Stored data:
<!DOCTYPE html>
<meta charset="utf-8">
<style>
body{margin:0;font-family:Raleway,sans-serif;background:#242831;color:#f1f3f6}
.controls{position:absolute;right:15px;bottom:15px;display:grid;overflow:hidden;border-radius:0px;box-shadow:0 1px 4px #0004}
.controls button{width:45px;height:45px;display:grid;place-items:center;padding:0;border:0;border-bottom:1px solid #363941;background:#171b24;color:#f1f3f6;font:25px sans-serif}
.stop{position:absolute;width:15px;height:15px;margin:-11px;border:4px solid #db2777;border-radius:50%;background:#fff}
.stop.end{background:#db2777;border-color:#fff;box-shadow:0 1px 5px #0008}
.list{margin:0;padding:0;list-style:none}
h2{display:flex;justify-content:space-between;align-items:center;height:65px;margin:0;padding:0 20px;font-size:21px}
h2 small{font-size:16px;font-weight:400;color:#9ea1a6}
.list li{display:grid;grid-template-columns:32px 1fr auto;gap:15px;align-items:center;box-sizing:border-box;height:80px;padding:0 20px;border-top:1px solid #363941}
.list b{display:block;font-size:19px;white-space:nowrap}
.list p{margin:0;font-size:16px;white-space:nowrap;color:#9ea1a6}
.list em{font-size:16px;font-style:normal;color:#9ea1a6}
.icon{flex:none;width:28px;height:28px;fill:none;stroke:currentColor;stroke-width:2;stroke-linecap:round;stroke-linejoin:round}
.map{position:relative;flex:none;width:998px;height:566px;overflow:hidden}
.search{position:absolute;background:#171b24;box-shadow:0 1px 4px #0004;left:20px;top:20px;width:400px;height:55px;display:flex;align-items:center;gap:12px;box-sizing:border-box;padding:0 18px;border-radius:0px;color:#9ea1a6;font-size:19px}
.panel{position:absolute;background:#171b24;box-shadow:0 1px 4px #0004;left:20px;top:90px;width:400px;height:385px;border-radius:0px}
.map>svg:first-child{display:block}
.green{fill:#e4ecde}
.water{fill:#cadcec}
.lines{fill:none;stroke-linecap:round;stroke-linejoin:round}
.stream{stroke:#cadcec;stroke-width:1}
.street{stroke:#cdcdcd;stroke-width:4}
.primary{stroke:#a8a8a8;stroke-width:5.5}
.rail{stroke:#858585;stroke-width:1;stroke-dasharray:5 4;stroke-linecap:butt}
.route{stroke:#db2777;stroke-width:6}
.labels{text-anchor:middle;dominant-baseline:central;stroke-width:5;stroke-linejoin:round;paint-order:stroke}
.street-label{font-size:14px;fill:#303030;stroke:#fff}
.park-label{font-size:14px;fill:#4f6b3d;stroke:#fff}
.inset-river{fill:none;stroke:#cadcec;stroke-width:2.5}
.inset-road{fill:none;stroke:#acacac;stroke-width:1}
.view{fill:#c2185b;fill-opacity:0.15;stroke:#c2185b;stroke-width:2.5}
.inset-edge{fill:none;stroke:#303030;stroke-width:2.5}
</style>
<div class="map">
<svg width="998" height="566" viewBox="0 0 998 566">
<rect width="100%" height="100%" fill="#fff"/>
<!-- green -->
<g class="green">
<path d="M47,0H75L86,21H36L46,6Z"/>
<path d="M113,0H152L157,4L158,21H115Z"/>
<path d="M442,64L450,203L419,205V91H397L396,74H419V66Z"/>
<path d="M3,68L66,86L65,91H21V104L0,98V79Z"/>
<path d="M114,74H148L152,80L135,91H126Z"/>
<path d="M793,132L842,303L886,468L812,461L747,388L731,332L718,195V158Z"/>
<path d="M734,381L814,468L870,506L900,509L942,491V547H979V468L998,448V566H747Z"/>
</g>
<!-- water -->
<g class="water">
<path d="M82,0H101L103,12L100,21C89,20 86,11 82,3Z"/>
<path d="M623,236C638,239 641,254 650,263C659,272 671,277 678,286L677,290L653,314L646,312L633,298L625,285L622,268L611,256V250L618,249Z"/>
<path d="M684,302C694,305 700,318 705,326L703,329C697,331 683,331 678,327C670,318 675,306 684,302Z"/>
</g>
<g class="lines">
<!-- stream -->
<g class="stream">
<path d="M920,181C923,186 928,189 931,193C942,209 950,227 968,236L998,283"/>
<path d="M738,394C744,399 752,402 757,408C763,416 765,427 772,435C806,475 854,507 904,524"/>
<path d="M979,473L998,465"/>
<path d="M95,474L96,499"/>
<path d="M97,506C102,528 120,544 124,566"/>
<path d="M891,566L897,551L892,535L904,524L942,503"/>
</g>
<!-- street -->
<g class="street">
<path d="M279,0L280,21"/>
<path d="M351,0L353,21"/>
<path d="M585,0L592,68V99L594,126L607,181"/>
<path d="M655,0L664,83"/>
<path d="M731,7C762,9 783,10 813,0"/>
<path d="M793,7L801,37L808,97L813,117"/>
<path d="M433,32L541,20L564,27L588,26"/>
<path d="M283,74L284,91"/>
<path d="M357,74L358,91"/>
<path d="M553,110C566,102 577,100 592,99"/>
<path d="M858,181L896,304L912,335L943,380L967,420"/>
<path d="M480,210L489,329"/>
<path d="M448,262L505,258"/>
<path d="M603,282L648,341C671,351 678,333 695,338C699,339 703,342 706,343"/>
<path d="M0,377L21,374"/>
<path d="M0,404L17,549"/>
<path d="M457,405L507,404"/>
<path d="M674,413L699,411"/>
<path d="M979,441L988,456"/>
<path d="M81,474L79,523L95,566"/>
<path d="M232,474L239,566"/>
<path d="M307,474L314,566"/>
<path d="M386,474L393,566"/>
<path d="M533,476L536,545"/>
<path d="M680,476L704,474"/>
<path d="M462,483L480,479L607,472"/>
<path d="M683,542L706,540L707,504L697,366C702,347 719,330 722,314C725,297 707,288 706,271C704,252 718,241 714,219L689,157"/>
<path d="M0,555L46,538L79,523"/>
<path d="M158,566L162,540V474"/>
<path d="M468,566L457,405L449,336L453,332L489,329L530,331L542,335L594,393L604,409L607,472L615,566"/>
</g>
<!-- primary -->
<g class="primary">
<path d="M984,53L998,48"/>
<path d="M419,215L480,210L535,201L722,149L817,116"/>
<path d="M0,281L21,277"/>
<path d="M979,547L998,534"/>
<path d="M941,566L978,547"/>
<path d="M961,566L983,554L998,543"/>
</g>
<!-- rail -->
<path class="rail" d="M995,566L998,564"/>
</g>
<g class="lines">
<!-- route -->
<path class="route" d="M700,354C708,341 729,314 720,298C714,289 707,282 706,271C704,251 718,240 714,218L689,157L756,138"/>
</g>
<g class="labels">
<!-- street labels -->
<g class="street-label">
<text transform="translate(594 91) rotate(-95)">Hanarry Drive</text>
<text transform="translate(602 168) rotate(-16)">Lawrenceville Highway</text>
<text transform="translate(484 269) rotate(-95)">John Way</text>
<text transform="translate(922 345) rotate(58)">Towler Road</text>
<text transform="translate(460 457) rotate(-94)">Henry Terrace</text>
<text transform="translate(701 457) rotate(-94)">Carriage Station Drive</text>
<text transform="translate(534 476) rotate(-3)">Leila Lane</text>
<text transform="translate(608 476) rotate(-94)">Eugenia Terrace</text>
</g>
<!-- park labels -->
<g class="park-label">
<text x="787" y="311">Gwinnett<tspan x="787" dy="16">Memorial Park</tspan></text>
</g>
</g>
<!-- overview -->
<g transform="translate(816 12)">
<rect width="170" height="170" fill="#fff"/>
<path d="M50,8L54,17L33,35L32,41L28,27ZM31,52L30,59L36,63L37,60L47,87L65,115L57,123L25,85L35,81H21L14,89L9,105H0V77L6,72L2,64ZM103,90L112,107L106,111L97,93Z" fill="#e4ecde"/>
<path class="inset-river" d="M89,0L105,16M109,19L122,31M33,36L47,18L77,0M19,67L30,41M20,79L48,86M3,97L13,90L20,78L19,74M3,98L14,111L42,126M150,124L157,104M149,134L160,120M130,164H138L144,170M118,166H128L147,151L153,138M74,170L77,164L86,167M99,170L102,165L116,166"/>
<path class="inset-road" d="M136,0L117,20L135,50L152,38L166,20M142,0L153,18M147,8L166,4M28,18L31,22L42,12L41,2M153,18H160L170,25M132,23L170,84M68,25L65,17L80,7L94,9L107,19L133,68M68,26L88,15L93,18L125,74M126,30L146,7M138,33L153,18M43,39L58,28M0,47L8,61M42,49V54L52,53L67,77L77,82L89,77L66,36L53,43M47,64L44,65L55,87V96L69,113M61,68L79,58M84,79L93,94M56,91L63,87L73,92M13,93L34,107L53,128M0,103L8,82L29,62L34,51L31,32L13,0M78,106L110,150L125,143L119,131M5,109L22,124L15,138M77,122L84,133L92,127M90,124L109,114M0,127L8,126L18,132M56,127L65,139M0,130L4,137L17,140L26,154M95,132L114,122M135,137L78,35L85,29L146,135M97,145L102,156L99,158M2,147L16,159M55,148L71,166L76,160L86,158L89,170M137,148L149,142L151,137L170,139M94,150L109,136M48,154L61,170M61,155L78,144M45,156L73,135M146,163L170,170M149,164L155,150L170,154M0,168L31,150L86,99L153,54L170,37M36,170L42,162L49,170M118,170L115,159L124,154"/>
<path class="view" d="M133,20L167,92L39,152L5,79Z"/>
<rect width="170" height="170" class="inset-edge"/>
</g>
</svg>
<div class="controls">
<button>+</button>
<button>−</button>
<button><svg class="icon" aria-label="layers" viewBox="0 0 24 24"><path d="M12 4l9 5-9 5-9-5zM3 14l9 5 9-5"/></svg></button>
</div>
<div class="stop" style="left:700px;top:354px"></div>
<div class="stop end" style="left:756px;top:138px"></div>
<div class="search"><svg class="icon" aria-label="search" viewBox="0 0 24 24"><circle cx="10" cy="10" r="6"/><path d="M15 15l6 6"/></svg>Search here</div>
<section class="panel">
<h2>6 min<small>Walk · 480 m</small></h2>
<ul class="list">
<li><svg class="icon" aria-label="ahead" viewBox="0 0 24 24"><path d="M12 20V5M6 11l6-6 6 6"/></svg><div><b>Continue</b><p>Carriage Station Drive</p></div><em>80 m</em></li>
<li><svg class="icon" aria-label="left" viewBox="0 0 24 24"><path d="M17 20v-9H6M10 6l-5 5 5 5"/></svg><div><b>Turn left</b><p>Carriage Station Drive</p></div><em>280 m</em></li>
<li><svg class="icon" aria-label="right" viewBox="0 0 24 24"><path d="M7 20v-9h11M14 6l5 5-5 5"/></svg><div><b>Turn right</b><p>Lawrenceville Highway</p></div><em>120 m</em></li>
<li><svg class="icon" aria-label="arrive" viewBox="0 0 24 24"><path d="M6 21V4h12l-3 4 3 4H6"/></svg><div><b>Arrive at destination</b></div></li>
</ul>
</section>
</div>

→ **ACTION ITEM**
In the entries above, some lines may contain the string "space"; report how many, without additional comment.

→ **OUTPUT OF THE TASK**
3